## Work instruction
From the first line onward, reproduce the records exactly; the final line to include is the one holding "position:absolute; right:15px; top:15px;".

## Data shown
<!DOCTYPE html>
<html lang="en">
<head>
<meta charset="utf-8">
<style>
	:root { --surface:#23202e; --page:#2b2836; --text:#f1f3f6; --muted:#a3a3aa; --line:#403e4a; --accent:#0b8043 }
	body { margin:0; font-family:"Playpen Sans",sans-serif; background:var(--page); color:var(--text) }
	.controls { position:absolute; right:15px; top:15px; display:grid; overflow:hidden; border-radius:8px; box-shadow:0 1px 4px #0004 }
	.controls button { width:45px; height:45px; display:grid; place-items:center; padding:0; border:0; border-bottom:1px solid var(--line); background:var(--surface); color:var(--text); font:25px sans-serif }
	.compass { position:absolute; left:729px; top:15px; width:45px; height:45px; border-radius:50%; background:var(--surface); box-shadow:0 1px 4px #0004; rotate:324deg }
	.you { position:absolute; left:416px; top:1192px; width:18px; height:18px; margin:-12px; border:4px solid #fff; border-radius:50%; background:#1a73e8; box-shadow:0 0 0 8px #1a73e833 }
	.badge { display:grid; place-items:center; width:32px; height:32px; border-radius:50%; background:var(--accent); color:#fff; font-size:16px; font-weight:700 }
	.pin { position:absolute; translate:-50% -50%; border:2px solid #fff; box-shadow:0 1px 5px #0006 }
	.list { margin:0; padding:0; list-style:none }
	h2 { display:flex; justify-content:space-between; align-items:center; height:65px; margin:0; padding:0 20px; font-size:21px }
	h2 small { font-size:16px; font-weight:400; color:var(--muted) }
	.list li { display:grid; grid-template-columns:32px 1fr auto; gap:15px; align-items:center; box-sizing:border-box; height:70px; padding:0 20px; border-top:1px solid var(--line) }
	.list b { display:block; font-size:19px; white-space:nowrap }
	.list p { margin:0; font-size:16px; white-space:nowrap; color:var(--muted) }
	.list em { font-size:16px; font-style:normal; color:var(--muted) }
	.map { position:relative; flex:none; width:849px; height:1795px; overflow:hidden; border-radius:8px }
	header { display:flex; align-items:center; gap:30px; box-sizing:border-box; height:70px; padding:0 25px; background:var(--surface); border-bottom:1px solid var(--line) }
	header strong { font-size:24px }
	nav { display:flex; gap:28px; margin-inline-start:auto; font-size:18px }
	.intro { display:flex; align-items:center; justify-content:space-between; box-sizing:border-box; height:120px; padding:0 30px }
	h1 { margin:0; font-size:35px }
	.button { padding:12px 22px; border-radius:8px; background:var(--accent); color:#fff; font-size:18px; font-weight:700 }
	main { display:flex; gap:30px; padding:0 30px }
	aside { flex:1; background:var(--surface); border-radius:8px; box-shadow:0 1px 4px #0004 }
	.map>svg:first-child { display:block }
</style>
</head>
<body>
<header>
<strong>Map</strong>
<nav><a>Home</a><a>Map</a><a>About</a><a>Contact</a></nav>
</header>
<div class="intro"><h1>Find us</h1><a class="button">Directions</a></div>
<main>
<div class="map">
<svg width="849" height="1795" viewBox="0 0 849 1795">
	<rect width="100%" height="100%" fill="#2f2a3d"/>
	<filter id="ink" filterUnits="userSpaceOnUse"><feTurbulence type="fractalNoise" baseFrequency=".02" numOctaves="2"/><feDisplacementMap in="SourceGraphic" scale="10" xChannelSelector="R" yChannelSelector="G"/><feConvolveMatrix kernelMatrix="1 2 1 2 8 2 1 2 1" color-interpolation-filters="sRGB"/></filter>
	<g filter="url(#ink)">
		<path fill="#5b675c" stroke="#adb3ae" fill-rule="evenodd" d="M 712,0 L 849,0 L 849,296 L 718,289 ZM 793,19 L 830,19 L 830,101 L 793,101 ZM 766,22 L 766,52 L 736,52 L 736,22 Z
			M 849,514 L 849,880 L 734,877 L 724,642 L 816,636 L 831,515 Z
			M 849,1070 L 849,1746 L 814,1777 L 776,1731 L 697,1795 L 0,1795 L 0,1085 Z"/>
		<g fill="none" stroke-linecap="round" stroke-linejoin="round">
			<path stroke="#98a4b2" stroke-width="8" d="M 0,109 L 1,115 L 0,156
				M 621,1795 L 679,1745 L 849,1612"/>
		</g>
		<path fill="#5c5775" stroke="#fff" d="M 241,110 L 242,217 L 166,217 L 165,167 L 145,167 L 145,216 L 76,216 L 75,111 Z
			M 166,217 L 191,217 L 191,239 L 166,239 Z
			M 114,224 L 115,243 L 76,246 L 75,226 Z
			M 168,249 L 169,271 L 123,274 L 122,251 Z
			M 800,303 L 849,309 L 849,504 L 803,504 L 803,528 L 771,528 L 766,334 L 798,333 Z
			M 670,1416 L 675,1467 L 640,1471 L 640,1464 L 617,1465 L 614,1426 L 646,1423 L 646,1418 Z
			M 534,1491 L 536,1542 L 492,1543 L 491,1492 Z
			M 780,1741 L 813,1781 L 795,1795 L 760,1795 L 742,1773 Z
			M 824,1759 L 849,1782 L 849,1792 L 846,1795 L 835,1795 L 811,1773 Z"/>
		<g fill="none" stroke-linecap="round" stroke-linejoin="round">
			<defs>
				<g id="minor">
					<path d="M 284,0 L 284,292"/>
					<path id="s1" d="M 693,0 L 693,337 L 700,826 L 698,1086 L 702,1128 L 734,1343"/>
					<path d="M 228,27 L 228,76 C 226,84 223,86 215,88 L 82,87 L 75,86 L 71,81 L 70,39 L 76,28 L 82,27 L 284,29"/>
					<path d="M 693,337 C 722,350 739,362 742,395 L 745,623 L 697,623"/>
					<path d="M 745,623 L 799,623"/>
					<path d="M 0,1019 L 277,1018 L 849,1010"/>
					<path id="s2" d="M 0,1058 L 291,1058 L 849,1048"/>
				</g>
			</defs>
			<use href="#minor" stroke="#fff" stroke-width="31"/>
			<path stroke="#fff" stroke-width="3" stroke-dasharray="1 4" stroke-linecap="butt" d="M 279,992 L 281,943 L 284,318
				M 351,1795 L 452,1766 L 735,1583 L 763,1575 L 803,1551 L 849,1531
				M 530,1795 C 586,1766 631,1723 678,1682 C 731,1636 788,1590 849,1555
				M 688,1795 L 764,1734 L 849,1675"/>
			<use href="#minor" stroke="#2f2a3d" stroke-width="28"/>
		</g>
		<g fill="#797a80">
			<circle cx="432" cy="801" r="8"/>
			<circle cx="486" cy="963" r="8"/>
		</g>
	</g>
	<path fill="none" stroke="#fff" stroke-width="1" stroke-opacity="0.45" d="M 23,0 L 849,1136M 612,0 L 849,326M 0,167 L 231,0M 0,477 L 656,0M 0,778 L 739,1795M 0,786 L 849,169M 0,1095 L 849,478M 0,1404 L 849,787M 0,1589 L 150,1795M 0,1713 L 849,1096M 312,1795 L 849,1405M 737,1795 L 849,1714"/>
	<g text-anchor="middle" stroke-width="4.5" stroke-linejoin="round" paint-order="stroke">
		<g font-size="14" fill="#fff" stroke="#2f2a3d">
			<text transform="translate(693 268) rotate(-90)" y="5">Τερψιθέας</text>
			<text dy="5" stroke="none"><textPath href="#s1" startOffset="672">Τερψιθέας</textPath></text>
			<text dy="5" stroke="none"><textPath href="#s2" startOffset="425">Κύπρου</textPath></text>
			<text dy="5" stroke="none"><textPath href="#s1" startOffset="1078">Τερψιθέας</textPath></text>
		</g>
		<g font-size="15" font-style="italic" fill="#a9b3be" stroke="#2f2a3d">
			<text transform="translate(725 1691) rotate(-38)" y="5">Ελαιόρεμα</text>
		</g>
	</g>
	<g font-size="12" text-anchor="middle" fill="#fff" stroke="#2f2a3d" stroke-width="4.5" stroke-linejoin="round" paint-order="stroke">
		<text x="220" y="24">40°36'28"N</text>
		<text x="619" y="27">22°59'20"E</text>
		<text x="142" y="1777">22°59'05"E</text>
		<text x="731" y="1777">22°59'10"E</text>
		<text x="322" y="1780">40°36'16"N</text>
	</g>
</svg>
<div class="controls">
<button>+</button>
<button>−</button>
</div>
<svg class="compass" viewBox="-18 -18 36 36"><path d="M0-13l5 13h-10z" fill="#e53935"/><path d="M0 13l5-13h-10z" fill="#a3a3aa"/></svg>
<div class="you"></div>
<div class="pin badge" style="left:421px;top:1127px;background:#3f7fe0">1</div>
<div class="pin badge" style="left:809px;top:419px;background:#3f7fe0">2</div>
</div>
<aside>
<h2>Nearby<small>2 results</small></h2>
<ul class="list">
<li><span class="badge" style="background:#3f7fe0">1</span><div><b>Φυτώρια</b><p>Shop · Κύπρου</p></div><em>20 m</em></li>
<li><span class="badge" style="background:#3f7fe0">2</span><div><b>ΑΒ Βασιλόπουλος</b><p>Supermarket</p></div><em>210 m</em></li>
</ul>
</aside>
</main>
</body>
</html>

## Answer for this exercise
<!DOCTYPE html>
<html lang="en">
<head>
<meta charset="utf-8">
<style>
	:root { --surface:#23202e; --page:#2b2836; --text:#f1f3f6; --muted:#a3a3aa; --line:#403e4a; --accent:#0b8043 }
	body { margin:0; font-family:"Playpen Sans",sans-serif; background:var(--page); color:var(--text) }
	.controls { position:absolute; right:15px; top:15px; display:grid; overflow:hidden; border-radius:8px; box-shadow:0 1px 4px #0004 }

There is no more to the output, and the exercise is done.